▶ [Exercise brief]: Go through the records that follow and tally the lines with "Road" in them; answer with the number alone.

▶ [Source data]:
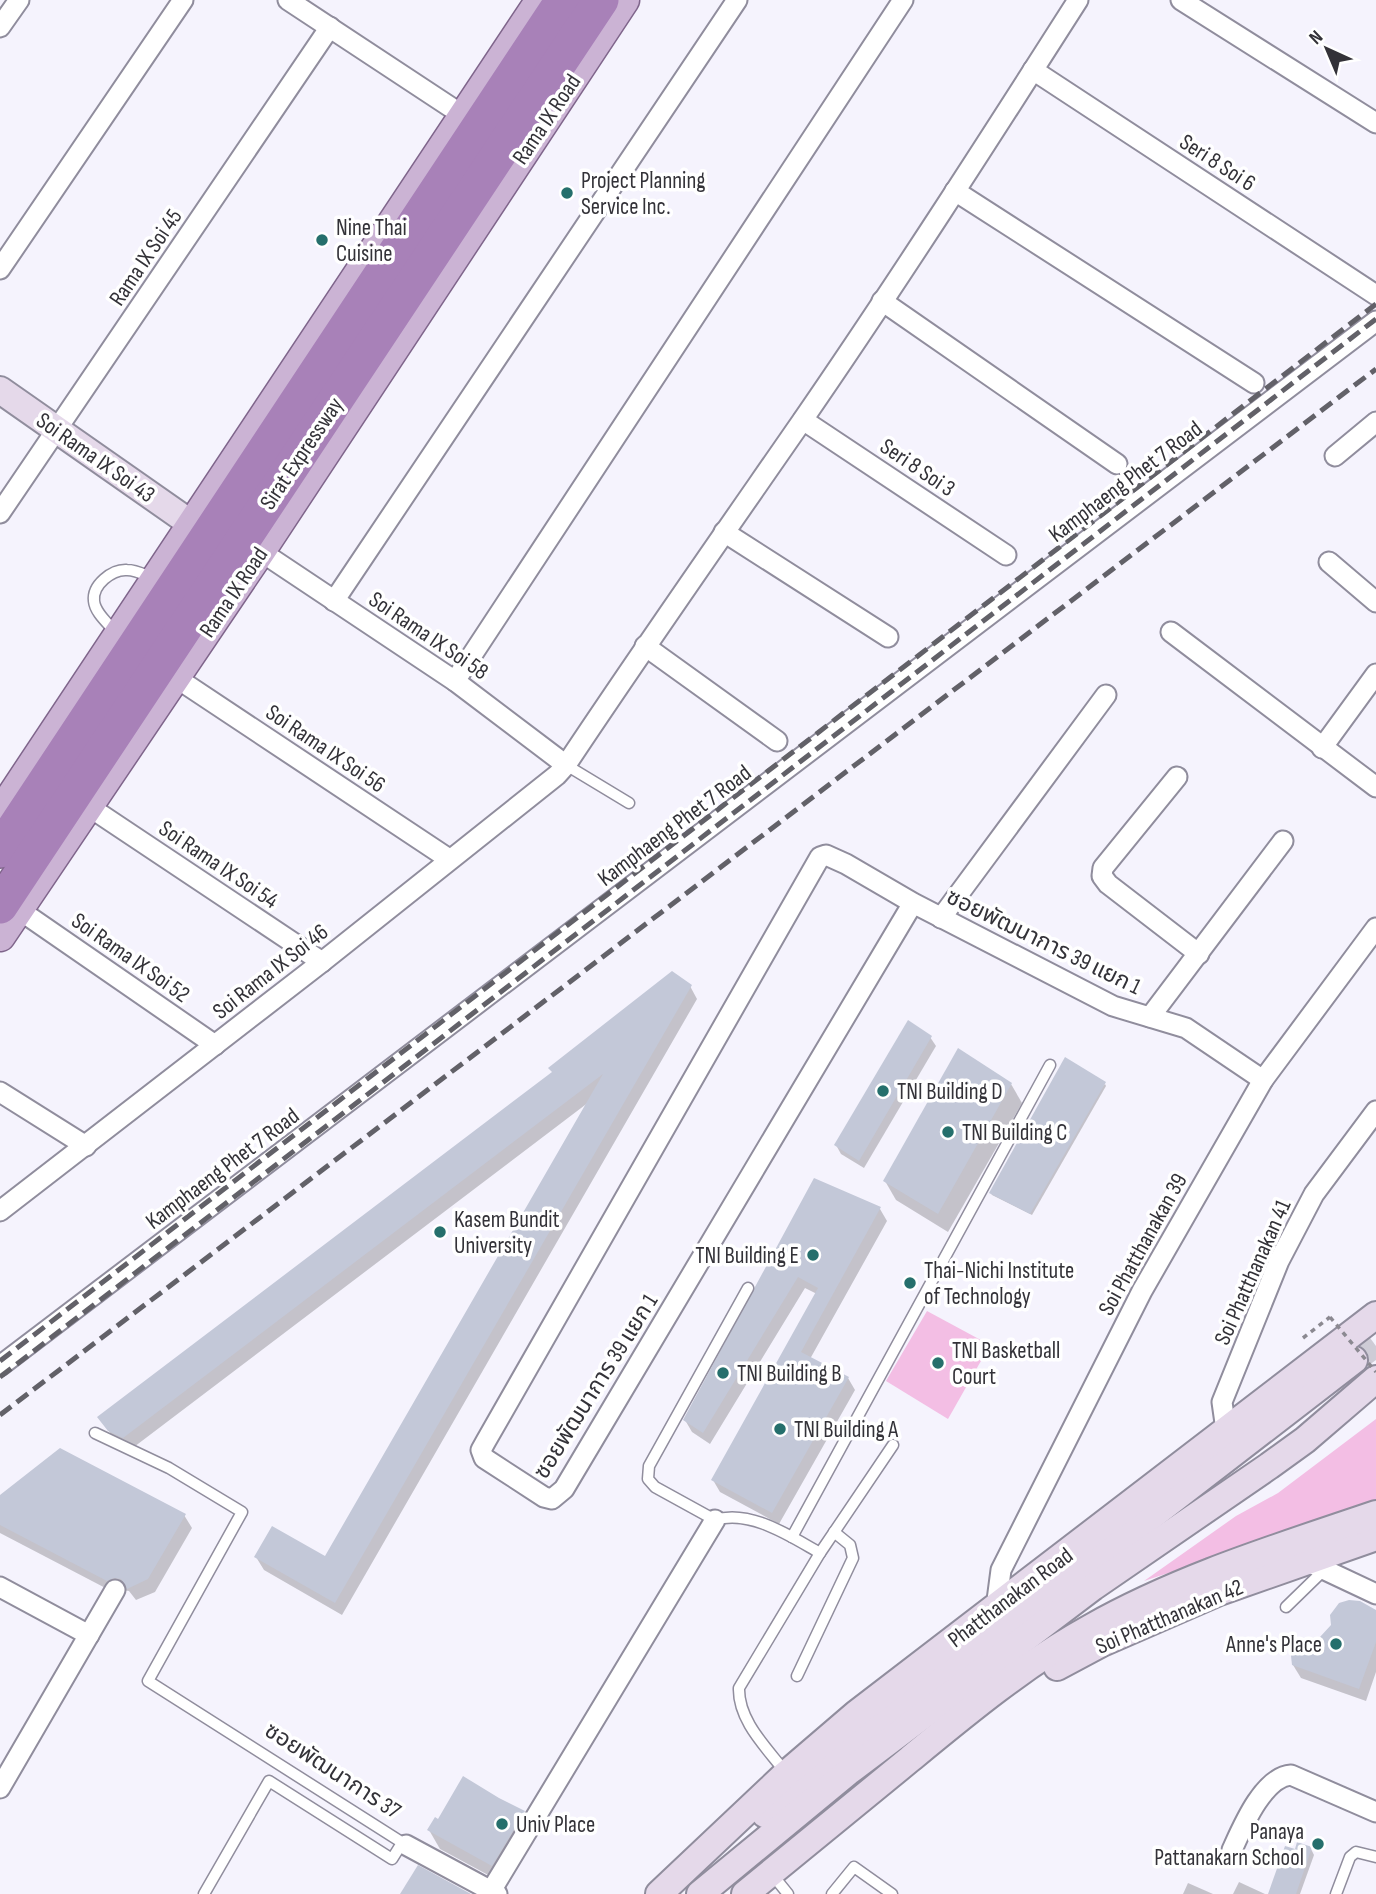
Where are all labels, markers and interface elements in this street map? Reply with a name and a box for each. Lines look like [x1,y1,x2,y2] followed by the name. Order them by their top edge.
[1292,14,1362,84] north arrow
[1305,26,1328,50] text: N
[506,69,587,170] street label: Rama IX Road
[1174,128,1261,198] street label: Seri 8 Soi 6
[581,167,705,221] place label: Project Planning Service Inc.
[559,185,575,201] marker: Project Planning Service Inc.
[103,204,188,311] street label: Rama IX Soi 45
[336,214,407,268] place label: Nine Thai Cuisine
[314,232,330,248] marker: Nine Thai Cuisine
[254,392,350,515] street label: Sirat Expressway
[31,407,160,509] street label: Soi Rama IX Soi 43
[1043,415,1208,549] street label: Kamphaeng Phet 7 Road
[875,433,960,503] street label: Seri 8 Soi 3
[193,542,274,643] street label: Rama IX Road
[363,586,494,686] street label: Soi Rama IX Soi 58
[260,699,391,799] street label: Soi Rama IX Soi 56
[592,759,757,893] street label: Kamphaeng Phet 7 Road
[153,815,284,915] street label: Soi Rama IX Soi 54
[942,883,1145,1001] street label: ซอยพัฒนาการ 39 แยก 1
[66,907,195,1009] street label: Soi Rama IX Soi 52
[207,918,334,1026] street label: Soi Rama IX Soi 46
[897,1078,1003,1106] place label: TNI Building D
[875,1083,891,1099] marker: TNI Building D
[140,1102,305,1236] street label: Kamphaeng Phet 7 Road
[962,1119,1067,1147] place label: TNI Building C
[940,1124,956,1140] marker: TNI Building C
[1092,1169,1193,1320] street label: Soi Phatthanakan 39
[1208,1195,1297,1349] street label: Soi Phatthanakan 41
[454,1206,560,1260] place label: Kasem Bundit University
[432,1224,448,1240] marker: Kasem Bundit University
[695,1242,799,1270] place label: TNI Building E
[805,1247,821,1263] marker: TNI Building E
[924,1257,1074,1311] place label: Thai-Nichi Institute of Technology
[902,1275,918,1291] marker: Thai-Nichi Institute of Technology
[528,1289,664,1484] street label: ซอยพัฒนาการ 39 แยก 1
[952,1337,1060,1391] place label: TNI Basketball Court
[930,1355,946,1371] marker: TNI Basketball Court
[737,1360,842,1388] place label: TNI Building B
[715,1365,731,1381] marker: TNI Building B
[794,1416,898,1444] place label: TNI Building A
[772,1421,788,1437] marker: TNI Building A
[943,1542,1079,1654] street label: Phatthanakan Road
[1091,1573,1247,1661] street label: Soi Phatthanakan 42
[1225,1631,1322,1659] place label: Anne's Place
[1328,1636,1344,1652] marker: Anne's Place
[259,1716,406,1825] street label: ซอยพัฒนาการ 37
[516,1811,595,1839] place label: Univ Place
[494,1816,510,1832] marker: Univ Place
[1154,1818,1304,1872] place label: Panaya Pattanakarn School
[1310,1836,1326,1852] marker: Panaya Pattanakarn School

▶ [Output]: 6